25 May 2015 – Huge successes in criminal convictions for tax crimes in 2014/15

PRETORIA, 25 May 2015 – Over the past financial year, SARS achieved a 92% conviction rate on cases which it handed over to the NPA to prosecute involving tax and customs-related crimes. Most of those cases involved high net-worth individuals, fraudulent VAT refunds and Income Tax fraud. These convictions illustrate that SARS has the capability to investigate tax crimes effectively despite recent speculation that its enforcement capability has been diminished.
This month alone, 30 cases have been approved for criminal prosecution. Charges relating to these cases will now be laid with the South African Police Service.
Over the 2014/5 financial year, there were 256 individuals/entities convicted in cases involving R196 million, with fines totalling R9.6 million issued.
An effective 555 years of imprisonment, 258 months of correctional supervision and 2480 hours of community service were handed down to those convicted.
In terms of the different crimes involved, there were 32 convictions for VAT fraud, 73 convictions for Income Tax fraud, eight for tobacco-related crimes and nine involving the construction industry (largely for tender fraud), amongst others.
Examples of cases that were finalised over the past year include:
  • Mr Lucky Thulani Mavimbela was involved in the smuggling of illicit cigarettes from Zimbabwe to South Africa. He was caught in possession of various brands of illicit cigarettes (256 master boxes and 2450 cartons in total) amounting to R2 914 334 in July 2013. The accused was convicted on 6 June 2014 at the Modimolle Regional court after pleading guilty.

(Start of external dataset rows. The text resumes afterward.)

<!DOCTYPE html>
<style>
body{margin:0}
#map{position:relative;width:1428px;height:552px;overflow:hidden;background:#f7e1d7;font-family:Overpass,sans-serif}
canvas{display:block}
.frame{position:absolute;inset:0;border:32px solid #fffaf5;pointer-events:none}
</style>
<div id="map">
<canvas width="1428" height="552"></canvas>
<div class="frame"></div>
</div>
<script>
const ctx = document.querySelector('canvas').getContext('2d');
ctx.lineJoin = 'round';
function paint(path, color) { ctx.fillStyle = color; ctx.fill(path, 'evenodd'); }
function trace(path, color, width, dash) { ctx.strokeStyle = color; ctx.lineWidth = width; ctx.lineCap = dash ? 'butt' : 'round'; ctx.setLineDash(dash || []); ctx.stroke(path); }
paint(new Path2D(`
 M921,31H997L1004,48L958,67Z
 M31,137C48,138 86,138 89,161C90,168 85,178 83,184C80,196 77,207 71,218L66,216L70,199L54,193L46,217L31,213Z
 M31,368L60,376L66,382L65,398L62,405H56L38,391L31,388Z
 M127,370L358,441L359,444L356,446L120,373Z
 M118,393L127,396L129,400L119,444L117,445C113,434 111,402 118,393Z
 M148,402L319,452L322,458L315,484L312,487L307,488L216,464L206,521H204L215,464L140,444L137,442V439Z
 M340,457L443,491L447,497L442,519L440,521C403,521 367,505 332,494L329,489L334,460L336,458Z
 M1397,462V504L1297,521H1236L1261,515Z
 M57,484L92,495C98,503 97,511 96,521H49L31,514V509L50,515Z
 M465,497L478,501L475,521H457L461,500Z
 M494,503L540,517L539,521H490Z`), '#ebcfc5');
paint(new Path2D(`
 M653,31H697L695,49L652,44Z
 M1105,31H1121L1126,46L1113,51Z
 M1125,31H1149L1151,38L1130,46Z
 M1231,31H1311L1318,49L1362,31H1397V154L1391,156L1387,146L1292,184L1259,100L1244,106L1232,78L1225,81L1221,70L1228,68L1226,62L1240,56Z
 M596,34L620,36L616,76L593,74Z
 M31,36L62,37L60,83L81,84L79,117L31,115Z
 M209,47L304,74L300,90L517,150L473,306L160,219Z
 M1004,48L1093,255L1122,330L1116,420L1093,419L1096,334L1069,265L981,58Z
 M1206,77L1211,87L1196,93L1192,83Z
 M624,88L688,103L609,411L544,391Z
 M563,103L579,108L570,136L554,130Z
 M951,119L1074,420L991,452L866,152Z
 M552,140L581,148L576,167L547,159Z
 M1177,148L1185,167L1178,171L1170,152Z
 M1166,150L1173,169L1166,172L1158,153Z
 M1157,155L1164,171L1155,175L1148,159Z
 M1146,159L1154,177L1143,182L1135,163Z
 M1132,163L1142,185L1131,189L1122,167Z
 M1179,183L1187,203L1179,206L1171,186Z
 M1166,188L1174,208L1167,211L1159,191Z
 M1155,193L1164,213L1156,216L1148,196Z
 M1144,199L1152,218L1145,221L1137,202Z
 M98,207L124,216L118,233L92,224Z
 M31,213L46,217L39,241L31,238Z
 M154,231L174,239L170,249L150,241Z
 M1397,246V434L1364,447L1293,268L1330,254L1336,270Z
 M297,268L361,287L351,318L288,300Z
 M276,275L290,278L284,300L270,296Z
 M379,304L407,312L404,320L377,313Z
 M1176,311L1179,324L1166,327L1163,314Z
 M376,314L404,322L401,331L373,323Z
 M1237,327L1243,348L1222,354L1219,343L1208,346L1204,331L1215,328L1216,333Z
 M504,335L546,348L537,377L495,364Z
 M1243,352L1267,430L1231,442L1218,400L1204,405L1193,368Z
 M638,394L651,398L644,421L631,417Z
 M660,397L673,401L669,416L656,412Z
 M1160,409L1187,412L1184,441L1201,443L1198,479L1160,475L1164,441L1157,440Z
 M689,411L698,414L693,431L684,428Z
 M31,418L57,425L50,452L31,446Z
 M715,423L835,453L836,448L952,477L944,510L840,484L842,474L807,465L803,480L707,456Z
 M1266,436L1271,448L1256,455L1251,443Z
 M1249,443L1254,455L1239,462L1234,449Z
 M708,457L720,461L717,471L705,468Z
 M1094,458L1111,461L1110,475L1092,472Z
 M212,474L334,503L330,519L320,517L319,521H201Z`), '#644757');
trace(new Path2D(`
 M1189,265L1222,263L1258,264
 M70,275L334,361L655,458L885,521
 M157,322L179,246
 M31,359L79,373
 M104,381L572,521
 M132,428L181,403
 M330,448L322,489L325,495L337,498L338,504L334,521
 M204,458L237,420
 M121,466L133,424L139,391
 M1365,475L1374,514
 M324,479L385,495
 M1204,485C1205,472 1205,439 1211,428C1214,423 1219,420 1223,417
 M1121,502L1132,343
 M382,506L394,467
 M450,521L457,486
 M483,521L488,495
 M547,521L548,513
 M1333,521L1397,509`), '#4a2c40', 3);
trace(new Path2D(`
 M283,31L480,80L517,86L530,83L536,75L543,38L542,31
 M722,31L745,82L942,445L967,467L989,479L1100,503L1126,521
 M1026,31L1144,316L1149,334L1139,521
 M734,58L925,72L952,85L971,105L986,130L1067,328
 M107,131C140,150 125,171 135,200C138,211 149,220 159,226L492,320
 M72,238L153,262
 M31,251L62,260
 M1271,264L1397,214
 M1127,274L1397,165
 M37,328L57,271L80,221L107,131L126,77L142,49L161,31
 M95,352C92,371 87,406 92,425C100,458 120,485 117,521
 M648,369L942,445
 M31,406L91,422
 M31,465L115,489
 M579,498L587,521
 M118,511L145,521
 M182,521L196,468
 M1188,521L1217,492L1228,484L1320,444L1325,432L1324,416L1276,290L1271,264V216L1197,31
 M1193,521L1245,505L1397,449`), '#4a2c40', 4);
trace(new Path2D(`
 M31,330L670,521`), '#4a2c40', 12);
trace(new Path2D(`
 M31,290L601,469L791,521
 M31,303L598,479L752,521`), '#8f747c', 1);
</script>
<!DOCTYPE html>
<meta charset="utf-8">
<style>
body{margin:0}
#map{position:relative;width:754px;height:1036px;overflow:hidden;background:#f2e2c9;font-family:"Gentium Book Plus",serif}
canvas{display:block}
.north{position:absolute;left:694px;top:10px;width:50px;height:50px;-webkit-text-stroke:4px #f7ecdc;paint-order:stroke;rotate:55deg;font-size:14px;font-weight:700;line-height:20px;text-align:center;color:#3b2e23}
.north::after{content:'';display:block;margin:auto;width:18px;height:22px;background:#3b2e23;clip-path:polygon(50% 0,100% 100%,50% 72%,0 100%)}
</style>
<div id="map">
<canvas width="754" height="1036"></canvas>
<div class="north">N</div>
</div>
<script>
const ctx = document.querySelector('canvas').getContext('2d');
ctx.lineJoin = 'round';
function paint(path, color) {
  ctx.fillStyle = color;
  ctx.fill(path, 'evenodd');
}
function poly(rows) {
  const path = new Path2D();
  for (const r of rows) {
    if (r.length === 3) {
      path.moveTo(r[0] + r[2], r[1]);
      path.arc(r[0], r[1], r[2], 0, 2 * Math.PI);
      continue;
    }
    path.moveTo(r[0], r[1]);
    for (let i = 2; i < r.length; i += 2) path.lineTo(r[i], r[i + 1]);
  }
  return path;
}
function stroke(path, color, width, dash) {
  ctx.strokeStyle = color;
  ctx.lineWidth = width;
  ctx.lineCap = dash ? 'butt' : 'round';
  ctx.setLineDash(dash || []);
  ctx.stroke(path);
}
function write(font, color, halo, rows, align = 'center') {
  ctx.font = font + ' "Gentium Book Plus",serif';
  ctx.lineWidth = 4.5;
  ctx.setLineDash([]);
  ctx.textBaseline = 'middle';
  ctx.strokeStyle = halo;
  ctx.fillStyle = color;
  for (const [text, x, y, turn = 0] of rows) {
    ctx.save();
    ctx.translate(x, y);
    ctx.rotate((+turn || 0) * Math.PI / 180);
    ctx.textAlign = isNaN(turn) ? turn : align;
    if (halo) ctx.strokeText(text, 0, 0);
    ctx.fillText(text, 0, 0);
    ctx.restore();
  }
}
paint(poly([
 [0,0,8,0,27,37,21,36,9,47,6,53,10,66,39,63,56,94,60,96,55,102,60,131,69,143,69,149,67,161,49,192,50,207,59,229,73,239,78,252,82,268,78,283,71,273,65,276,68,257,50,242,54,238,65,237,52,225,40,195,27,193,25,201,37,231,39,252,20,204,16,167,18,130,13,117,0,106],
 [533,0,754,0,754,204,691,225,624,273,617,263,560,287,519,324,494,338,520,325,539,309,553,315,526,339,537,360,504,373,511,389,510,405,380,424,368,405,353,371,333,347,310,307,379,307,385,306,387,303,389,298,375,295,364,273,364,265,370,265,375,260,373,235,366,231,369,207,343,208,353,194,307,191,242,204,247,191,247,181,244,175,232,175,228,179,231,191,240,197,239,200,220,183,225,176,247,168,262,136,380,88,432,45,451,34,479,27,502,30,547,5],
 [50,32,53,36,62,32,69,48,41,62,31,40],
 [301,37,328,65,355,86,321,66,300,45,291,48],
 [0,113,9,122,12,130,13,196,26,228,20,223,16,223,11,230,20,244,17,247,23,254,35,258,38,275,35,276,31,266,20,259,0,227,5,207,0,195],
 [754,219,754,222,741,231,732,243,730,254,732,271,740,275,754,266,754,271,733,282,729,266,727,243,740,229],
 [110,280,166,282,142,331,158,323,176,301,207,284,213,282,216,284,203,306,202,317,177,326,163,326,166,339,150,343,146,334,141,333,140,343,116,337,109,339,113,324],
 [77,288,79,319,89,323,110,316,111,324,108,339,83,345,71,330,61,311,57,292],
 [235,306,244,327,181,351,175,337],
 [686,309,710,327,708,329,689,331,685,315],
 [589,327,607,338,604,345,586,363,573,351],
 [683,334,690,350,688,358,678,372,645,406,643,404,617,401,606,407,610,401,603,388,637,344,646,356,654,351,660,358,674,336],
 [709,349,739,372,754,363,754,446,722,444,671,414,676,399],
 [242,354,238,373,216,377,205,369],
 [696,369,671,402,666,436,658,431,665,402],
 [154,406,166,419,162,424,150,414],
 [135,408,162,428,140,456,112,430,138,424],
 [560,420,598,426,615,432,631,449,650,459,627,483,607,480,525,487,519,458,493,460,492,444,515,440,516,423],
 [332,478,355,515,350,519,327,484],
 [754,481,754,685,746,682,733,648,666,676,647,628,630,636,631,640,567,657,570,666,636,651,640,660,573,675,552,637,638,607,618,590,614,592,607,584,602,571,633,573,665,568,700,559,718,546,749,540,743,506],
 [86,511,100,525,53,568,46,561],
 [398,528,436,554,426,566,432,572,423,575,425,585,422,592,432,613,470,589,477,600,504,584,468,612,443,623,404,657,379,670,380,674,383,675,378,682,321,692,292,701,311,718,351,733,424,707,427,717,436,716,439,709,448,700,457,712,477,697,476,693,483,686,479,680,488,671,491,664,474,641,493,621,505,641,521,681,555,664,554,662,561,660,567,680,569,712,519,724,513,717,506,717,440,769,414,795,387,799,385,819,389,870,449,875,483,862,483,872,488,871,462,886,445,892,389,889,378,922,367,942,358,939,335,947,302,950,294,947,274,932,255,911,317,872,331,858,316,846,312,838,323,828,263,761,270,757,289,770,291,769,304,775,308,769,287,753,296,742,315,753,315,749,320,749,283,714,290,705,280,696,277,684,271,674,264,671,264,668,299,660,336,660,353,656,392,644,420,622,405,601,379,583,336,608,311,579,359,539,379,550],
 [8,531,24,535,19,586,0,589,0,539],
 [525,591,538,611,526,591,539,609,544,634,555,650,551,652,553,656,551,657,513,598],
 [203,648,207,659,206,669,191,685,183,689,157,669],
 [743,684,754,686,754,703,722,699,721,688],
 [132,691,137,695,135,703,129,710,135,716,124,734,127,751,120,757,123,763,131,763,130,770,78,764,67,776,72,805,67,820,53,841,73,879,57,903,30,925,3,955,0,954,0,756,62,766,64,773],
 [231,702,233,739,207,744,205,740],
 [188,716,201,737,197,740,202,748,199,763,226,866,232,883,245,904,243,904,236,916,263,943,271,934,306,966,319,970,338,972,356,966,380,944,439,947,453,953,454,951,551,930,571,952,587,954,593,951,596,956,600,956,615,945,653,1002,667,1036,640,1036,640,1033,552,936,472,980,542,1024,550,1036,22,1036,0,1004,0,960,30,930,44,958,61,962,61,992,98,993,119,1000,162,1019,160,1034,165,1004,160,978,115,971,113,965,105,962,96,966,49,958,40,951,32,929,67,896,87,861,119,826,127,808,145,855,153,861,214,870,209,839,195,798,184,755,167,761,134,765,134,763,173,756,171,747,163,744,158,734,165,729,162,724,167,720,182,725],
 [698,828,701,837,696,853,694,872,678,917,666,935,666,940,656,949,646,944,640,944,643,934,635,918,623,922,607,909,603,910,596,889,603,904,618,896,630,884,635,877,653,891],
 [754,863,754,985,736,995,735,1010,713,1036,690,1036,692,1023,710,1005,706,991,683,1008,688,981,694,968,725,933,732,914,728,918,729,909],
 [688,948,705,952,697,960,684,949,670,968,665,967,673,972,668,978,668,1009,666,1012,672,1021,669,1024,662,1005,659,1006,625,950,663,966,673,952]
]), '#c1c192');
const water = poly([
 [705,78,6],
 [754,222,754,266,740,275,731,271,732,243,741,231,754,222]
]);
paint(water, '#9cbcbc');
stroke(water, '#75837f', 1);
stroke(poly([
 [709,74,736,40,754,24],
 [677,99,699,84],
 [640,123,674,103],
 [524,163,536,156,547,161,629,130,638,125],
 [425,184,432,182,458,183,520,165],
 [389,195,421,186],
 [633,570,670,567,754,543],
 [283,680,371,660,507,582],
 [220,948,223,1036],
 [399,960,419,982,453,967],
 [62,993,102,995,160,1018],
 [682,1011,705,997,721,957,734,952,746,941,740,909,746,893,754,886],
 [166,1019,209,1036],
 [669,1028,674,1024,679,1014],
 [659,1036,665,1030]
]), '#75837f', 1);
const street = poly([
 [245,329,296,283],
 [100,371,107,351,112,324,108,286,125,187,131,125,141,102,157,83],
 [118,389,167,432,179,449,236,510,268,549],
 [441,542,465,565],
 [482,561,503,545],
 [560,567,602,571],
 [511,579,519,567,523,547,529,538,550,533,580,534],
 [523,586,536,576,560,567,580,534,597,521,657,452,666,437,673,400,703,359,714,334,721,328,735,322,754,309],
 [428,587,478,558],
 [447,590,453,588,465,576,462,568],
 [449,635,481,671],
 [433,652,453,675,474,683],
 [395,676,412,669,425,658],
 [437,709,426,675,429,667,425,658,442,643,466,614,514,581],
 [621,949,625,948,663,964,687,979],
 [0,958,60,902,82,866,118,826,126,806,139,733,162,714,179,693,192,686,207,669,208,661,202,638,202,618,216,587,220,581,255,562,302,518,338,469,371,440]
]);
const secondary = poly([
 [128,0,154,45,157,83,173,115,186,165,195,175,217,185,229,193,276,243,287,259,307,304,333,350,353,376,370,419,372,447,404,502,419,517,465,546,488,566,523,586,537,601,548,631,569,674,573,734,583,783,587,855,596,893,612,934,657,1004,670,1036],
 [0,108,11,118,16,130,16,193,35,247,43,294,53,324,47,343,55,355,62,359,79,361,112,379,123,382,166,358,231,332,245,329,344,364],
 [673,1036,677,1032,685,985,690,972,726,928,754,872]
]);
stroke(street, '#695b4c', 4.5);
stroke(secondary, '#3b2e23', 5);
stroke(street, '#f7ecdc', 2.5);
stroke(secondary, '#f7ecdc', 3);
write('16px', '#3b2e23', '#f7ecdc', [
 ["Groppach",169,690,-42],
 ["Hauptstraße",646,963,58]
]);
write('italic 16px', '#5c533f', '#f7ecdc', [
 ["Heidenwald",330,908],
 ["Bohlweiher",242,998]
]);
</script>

Although he was a first offender, he was sentenced to five years direct imprisonment. The amount of cigarettes was not huge compared to some of the bigger seizures that SARS makes, but the fact that we obtained a five year direct imprisonment should go a long way to making a statement about this growing crime. It also indicates that even in smaller courts, the judiciary is taking note of the problems regarding the smuggling of illicit cigarettes.
  • Following a high-profile investigation into the livestock industry in the Free State, SARS investigators discovered that several farmers and agents were committing VAT fraud. Assessments were raised on several farmers who made misrepresentations to SARS and hefty additional penalties and interest were charged and collected by SARS. In addition, the following accused were convicted in the Bloemfontein High Court on charges of fraud to the value of R7 448 489:
    • Mr G L Prinsloo was convicted on 75 counts of fraud and was sentenced to a fine of R600 000 or six years imprisonment of which R200 000 or two years imprisonment was suspended for 5 years.
    • Mr S H de Villiers was convicted on 444 counts of fraud and was sentenced to ten  years imprisonment or a fine of R2 million of which five years or R1 million was suspended for five years on condition that the accused pay back SARS an amount of R3 million.
  • One of the Gauteng cases related to a lady previously convicted of VAT fraud in the Germiston magistrate court. Mrs Malthi Sooknunan, the director of Ashley’s Restaurant (Pty) Ltd, failed to comply with a court order relating to several contraventions of the VAT Act. She was originally sentenced to 8 years imprisonment wholly suspended for 5 years on the following conditions:
    • The accused is not convicted of fraud or theft committed during the period of suspension
    • The accused repays SARS an amount of R926 579 at the rate of R10 000 per month with effect from 1 June 2008 with a final payment of R10 927.
However, she failed to comply with the court order and was re-arrested on 23 September 2013. The sentence of 8 years direct imprisonment came into effect in April 2014. It is important to note that SARS investigators regularly follow up on individuals that received suspended sentences and were ordered to repay money.  We regularly engage the court according to the procedures available to activate suspended sentences when the accused do not comply with a court order.
  • In the Western Cape, Zaidah Kamish Johaar, who was employed by a reputable Chartered Accounting firm as a Tax Compliance Officer and purported to be a Tax Practitioner, submitted multiple fraudulent Income Tax returns on behalf of 95 taxpayers resulting in a total loss to SARS of R1 427 057. She pleaded guilty to 98 counts of fraud and was sentenced to four years direct imprisonment. What was unusual about this case was that the State got a confiscation order for the accused to pay the State R87 956, which was the amount in which she benefited from her fraudulent activities.
Tax defaulting is an offence against society as the offender invariably gains an unfair advantage over the compliant taxpayer, both commercially and personally. This offensive conduct also shifts the tax burden onto those who do comply with their obligations.
In this respect, responsible taxpayers have a legitimate interest in knowing that SARS does act against those who do not comply and who intentionally abuse the tax system.
We call on the South African public to be vigilant and report any suspected tax offences by calling the SARS Contact Centre on 0800 00 7277, visiting your nearest SARS branch or accessing the RSN01 form from the SARS website Report a tax crime | South African Revenue Service (sars.gov.za), completing it and submitting it to SARS.
SARS strives to be as efficient and effective as possible in fulfilling its core mandate of collecting all revenue due, ensuring maximum compliance to all tax and customs laws and providing a customs service that optimises revenue collection, protects our borders and facilitates legitimate trade.